Perempuan
dalam Pilkada 2018
Noory Okthariza ; Peneliti di Centre for Strategic International
Studies
(CSIS), Jakarta
|
KOMPAS,
02 Februari
2018
Pilkada serentak yang akan dilaksanakan 27
Juni 2018 menyisakan tanda tanya soal seberapa inklusif sistem politik
Indonesia mendorong partisipasi politik perempuan.
Lihatlah data rekapitulasi kandidat yang
sudah dilansir di laman resmi Komisi Pemilihan Umum. Dari total 573 calon gubernur
dan bupati yang akan berkompetisi di 171 daerah, hanya ada 49 perempuan.
Untuk calon wakil gubernur dan wakil bupati, kondisinya hampir sama.
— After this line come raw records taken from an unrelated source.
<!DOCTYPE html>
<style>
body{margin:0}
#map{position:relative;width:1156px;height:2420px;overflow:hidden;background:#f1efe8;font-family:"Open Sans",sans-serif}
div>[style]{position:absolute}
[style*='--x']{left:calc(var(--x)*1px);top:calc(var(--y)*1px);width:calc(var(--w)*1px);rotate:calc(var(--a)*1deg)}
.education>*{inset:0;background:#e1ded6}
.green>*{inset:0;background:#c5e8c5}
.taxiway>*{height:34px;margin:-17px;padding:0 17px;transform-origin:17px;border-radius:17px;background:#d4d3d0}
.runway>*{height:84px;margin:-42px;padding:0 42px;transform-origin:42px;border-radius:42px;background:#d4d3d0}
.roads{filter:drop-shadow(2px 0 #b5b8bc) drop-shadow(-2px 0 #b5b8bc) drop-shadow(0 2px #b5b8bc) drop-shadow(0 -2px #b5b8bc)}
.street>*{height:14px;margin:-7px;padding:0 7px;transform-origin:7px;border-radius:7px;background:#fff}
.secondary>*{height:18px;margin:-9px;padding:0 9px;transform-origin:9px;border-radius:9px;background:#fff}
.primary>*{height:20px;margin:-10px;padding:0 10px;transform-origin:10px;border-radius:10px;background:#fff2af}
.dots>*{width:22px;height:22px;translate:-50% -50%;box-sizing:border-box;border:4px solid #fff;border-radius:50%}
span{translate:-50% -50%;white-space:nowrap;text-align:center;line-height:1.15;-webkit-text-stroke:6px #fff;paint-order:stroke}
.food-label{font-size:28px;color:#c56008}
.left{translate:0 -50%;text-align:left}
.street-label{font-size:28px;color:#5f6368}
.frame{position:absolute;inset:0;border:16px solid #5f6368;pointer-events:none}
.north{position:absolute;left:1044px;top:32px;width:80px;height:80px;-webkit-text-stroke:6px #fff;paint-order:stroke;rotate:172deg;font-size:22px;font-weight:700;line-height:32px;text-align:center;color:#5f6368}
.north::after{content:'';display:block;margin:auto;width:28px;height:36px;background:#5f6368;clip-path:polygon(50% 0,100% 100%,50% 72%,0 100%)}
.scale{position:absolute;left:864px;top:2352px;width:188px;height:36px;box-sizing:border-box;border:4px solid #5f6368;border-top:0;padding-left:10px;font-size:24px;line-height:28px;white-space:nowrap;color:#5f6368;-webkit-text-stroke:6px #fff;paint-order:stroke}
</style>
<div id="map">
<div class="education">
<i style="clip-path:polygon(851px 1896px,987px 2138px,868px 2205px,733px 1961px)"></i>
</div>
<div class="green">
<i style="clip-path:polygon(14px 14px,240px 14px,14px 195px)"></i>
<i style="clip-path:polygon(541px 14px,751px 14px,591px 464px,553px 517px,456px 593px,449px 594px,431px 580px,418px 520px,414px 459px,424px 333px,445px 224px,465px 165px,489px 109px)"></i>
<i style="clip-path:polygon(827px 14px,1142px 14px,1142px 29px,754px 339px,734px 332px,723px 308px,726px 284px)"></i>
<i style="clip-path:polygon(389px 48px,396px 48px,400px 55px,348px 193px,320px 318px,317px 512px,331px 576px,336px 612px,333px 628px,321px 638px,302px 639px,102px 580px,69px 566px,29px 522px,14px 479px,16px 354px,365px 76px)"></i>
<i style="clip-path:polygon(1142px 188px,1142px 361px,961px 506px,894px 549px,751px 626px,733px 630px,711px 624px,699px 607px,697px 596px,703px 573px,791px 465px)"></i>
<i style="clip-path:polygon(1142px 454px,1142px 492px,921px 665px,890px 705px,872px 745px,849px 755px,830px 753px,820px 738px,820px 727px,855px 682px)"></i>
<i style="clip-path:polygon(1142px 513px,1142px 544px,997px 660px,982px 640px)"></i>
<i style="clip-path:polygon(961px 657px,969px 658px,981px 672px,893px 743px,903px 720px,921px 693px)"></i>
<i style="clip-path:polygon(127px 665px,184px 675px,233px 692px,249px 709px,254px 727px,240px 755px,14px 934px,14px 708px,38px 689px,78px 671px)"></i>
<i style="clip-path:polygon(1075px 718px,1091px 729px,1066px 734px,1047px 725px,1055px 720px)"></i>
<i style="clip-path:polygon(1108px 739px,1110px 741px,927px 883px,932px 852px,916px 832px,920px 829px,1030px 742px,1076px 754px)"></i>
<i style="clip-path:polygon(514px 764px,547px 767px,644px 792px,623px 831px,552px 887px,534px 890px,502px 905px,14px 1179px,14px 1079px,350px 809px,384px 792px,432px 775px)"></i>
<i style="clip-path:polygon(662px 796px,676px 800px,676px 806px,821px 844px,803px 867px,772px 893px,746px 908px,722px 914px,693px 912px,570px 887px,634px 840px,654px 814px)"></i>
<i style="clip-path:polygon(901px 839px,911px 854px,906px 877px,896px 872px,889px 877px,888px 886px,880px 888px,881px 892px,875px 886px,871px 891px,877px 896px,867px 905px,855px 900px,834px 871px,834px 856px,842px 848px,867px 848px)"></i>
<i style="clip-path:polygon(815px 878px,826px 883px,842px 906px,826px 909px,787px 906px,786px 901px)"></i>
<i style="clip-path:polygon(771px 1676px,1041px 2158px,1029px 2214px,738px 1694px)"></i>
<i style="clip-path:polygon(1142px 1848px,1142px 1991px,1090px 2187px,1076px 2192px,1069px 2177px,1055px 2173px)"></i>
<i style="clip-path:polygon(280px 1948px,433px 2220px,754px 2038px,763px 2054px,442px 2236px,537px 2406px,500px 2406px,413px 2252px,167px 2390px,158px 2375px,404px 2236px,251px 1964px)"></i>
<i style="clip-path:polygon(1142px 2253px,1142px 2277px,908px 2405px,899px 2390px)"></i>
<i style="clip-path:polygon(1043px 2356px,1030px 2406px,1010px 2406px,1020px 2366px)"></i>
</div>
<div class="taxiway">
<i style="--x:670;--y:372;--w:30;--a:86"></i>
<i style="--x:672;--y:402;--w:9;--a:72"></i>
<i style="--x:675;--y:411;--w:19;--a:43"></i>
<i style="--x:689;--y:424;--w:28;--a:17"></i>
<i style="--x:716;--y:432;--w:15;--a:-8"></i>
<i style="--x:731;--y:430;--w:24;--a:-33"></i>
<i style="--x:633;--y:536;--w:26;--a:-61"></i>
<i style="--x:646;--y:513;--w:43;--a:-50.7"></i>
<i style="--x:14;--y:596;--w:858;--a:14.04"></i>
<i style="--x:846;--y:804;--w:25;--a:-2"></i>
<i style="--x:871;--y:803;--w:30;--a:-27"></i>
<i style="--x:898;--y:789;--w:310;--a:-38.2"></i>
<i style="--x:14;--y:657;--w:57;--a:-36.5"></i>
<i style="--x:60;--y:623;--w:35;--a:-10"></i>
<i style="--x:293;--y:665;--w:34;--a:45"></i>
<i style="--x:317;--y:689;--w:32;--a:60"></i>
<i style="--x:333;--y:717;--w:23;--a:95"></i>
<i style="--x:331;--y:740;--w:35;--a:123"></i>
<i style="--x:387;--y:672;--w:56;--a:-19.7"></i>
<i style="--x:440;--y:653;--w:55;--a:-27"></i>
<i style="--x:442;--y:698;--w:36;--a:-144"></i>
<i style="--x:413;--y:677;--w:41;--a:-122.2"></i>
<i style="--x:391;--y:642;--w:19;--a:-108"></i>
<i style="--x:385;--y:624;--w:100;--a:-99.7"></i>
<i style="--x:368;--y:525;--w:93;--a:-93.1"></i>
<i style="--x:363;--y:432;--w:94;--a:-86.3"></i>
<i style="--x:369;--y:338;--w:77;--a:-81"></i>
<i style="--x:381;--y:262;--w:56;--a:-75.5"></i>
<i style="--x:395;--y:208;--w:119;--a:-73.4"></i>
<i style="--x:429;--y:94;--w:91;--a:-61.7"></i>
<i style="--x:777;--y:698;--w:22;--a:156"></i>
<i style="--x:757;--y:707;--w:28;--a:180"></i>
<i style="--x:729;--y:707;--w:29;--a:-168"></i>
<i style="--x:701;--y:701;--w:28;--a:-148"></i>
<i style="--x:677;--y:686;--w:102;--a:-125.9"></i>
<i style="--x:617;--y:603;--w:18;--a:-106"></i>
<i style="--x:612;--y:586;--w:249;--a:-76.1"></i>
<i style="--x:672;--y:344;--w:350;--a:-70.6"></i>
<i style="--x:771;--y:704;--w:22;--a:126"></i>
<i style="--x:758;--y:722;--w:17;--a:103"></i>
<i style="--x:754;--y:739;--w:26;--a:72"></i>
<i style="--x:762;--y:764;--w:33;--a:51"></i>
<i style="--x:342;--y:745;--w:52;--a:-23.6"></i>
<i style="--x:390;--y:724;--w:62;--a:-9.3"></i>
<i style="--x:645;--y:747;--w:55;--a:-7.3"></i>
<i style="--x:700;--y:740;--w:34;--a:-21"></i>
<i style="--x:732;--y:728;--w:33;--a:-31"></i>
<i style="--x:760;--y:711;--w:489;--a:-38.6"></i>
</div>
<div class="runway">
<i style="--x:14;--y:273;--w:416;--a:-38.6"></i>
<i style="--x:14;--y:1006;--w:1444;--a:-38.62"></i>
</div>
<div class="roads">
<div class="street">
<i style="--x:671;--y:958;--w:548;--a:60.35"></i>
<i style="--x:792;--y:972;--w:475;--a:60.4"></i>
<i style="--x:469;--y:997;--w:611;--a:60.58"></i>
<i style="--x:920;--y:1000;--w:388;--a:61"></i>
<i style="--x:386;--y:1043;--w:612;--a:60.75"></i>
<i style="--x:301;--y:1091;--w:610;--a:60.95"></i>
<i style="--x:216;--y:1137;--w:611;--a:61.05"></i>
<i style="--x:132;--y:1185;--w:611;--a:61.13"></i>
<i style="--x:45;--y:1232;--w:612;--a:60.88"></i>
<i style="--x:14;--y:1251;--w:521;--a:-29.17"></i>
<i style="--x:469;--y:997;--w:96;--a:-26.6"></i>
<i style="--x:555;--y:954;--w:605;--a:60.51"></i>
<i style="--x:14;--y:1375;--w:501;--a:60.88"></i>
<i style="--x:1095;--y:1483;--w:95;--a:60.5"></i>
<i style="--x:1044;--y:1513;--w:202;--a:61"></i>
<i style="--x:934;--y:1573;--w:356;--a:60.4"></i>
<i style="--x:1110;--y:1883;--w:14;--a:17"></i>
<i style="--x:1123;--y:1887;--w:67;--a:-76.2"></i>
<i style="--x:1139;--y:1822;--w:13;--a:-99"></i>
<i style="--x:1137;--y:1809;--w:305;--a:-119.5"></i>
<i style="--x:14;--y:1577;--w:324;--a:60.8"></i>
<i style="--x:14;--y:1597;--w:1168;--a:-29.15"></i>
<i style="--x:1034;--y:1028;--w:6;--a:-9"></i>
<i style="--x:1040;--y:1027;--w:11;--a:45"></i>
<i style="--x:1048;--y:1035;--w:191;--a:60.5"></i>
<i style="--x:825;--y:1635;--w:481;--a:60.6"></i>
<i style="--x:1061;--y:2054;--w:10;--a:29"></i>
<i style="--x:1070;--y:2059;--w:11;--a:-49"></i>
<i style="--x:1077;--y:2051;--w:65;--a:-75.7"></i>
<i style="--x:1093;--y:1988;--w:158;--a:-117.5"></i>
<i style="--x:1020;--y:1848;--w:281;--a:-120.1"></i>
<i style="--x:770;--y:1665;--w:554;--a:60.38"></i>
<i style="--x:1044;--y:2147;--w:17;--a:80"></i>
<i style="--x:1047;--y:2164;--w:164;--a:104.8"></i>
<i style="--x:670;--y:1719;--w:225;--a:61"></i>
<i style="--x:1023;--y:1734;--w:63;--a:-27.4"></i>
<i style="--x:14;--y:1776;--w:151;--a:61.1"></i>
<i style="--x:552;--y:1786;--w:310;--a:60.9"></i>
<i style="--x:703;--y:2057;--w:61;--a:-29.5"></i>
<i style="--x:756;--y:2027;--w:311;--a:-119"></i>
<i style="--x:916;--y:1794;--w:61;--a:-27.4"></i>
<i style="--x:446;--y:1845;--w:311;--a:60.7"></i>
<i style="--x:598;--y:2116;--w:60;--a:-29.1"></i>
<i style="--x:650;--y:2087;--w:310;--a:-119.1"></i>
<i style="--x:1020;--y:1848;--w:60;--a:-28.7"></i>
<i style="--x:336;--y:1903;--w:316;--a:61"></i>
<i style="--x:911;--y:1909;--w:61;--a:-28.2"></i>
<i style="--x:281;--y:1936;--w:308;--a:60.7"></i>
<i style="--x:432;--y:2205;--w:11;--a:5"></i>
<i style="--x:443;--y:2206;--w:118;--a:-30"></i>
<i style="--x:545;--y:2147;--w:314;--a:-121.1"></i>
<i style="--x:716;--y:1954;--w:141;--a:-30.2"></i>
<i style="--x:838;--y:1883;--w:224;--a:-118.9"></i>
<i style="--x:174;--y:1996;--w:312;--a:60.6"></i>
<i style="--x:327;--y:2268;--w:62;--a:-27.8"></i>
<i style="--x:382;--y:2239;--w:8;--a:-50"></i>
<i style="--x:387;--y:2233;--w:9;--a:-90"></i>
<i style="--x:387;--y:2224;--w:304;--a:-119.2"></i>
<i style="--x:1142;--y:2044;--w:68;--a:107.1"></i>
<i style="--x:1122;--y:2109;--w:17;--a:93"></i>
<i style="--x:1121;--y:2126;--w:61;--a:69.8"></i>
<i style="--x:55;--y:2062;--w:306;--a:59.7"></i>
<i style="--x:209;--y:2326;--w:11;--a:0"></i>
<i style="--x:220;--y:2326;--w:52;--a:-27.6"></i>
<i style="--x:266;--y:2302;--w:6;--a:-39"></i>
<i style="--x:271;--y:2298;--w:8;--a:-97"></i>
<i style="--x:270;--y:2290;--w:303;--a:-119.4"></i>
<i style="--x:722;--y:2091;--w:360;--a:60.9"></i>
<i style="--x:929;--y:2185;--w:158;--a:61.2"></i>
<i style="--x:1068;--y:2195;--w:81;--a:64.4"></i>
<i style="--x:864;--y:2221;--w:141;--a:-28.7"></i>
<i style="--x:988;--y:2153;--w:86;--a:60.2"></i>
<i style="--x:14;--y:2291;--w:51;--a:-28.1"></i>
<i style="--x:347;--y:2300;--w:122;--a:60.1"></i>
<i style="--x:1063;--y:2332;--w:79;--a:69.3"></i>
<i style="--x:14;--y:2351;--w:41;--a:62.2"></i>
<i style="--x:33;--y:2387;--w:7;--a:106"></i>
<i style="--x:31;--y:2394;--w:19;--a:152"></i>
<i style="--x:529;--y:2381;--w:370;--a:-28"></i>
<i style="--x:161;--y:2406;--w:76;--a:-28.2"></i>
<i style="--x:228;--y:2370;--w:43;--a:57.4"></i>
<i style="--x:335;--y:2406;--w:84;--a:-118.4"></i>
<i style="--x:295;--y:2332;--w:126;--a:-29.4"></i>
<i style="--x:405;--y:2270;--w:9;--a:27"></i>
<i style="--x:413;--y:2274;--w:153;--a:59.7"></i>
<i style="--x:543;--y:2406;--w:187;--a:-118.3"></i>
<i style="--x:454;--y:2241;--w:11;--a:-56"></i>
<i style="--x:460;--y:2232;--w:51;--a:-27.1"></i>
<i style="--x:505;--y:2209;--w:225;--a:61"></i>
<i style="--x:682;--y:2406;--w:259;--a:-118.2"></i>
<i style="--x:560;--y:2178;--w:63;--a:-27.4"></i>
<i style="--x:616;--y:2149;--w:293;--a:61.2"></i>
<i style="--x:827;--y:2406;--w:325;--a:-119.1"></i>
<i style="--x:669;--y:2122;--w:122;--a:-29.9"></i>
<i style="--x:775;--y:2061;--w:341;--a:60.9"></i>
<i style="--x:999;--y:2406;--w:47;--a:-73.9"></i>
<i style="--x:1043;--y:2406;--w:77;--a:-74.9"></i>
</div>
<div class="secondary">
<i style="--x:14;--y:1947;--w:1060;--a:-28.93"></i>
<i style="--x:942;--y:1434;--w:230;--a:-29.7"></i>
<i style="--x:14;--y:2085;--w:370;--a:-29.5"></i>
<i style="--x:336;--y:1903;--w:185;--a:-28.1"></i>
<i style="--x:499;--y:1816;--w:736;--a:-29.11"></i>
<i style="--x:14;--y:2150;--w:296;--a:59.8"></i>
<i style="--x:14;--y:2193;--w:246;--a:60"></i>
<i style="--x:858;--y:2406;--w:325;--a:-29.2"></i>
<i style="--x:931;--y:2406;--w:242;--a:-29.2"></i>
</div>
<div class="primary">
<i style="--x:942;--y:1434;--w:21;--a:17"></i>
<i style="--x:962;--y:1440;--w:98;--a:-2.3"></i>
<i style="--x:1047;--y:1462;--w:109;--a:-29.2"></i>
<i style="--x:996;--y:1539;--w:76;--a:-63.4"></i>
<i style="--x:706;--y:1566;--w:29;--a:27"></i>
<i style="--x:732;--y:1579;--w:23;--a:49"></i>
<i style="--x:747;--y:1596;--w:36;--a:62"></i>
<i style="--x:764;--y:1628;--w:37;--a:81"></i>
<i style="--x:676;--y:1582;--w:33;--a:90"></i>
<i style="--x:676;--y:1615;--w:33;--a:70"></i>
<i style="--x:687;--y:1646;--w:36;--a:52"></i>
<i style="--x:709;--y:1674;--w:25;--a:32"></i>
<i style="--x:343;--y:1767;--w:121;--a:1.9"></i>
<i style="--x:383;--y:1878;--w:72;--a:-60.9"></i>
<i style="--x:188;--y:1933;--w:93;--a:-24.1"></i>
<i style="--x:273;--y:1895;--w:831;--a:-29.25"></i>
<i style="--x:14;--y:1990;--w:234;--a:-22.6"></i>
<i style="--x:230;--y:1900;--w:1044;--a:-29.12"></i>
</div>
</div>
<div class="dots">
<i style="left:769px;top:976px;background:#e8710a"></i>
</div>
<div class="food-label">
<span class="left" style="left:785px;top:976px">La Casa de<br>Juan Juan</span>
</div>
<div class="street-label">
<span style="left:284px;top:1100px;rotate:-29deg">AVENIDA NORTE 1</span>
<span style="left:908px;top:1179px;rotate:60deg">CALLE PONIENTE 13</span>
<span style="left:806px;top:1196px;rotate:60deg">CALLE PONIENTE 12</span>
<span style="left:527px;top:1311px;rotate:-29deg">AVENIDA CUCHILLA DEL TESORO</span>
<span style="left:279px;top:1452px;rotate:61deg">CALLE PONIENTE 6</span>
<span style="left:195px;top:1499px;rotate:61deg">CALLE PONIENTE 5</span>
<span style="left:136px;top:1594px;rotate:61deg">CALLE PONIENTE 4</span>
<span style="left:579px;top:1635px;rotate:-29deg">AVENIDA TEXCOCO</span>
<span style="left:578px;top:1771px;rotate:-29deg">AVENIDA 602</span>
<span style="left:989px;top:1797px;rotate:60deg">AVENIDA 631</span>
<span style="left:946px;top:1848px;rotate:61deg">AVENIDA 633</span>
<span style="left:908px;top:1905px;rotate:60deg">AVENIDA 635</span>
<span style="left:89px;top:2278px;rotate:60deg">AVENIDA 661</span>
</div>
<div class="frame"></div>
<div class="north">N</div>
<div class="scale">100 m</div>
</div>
Dari 573
calon, perempuan berjumlah 53 orang saja.
Yang paling parah kalau kita menilik data
calon pemimpin di tingkat provinsi. Dari 58 pasang calon gubernur dan wakil
gubernur yang akan berlaga Juni, hanya ada dua calon gubernur dan lima calon
wakil gubernur perempuan. Ini berarti secara keseluruhan jumlah calon
perempuan hanya 3,4 dan 8,6 persen.
Memang minimnya partisipasi perempuan dalam
politik juga terjadi di negara maju. Di Amerika Serikat, misalnya, hanya ada
enam gubernur perempuan dari 50 negara bagian. Namun, jika dibandingkan
kondisi Indonesia memang menyedihkan. Dari 34 provinsi, tak satu pun gubernur
perempuan sedang menjabat.
Angka tersebut tentu bukan hal yang
menggembirakan. Di tengah semangat global yang ingin meletakkan partisipasi
perempuan sebagai arus utama politik modern, kita boleh melihat ini sebagai
sebuah kemunduran.
PBB, misalnya, menempatkan kesetaraan
jender sebagai satu dari 17 sustainable development goals, target pembangunan
berkelanjutan yang disepakati secara universal. Salah satu indikator
kesetaraan jender adalah persamaan kesempatan sekaligus persamaan
representasi politik kaum perempuan.
Tren pengarusutamaan perempuan dalam
politik hari ini tentu dilakukan dengan alasan- alasan mendasar. Laporan
Inter- Parliamentary Union, lembaga nirlaba yang bekerja sama dengan parlemen
di seluruh dunia, menyebutkan, dibandingkan dengan laki-laki, anggota
parlemen perempuan di mana pun cenderung mementingkan isu-isu sosial sebagai
prioritas legislasi. Isu- isu ini antara lain hak-hak pensiun dan jaminan
hari tua, cuti melahirkan, tempat penitipan anak, dan kesetaraan pendapatan.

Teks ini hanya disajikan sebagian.